The Quaglione Family went out for a walk, not just for the fresh air or exercise, but for babies.

“I like knowing that people are actually raising money and walking around their house for the kids who are born in the NICU like me,” explained their oldest daughter, Natalie.

Back in 2011, Kerry Quaglione was 32-weeks into her pregnancy when she realized something was wrong.

“I picked her up from work, she wasn’t feeling well,” her husband John explained.

The family eventually made their way to the hospital, where Natalie was born later that night. She was eight weeks early.

“Everybody has a baby and two or three days later, now it’s even faster, they go home, so he said she will probably be there for 6 weeks in the NICU,” explained John.

Natalie was in the hospital for 13 terrifying days, but she made it home safely. Soon after John – who’s the deputy press secretary for the Diocese of Brooklyn, came across a commercial for March of Dimes.

John explained, “And I said to my wife that morning, next year I want to do it.”

The march was started by Franklin D. Roosevelt in the late 1930’s. Funds the nonprofit raised led to the creation of the polio vaccine.
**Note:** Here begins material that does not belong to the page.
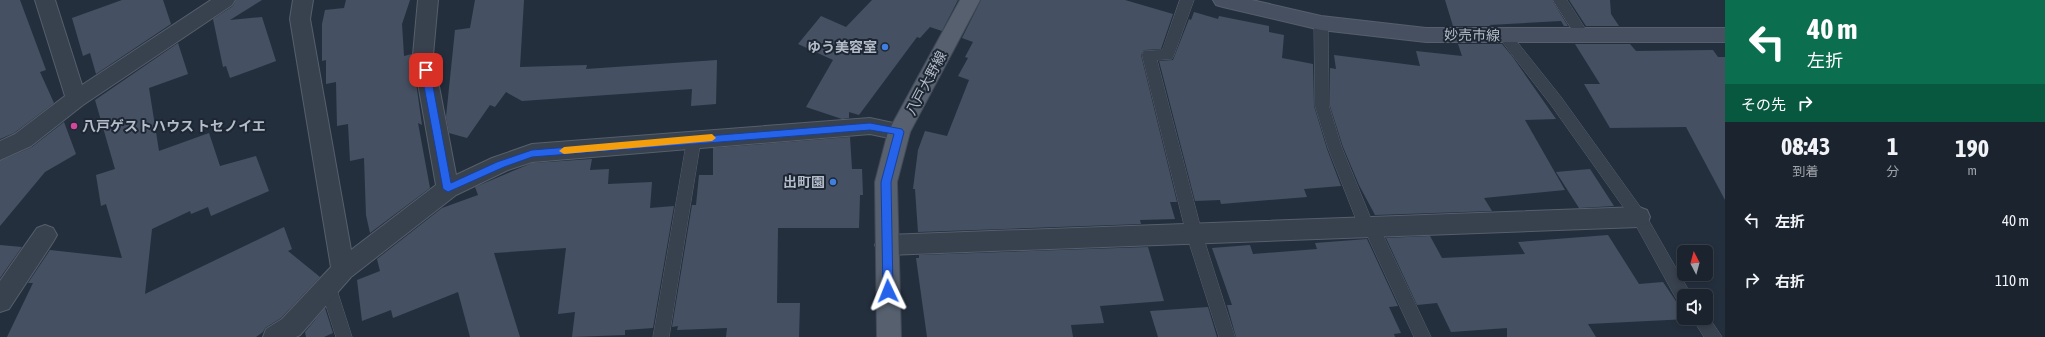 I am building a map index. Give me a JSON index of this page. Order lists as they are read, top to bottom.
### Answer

They eventually shifted their focus to helping women have healthy pregnancies and babies.

The Quaglione family got involved back in 2013. They have raised thousands of dollars through their yearly walk. Eventually, trouble struck again when their second daughter, Olivia, was also born prematurely.

“At first we saw signs that it could have been around 25, 26, 27 weeks which it would have been very dangerous,” said John.

She was born at 36 weeks, only one week early. John credits medicine funded by March of Dimes research for helping save his baby.

This makes the March of Dimes even more important to the family. Despite the pandemic this year, they wanted to continue to support the cause. So, they took part in a virtual walk, where they raised funds online and walked on their own.

Amy Bishop’s family has also been involved with the nonprofit for years. Her twins were born 10 weeks early.

Amy and her family also participated in the virtual walk this year. She says parents of premature babies need more support than ever these days.

“It’s also just letting these women and their families know that they’re not alone and that people have been through it and there’s people there for you,” said Amy.

Both the Bishop and the Quaglione families proving that even a pandemic can’t stop people from supporting a cause close to their heart.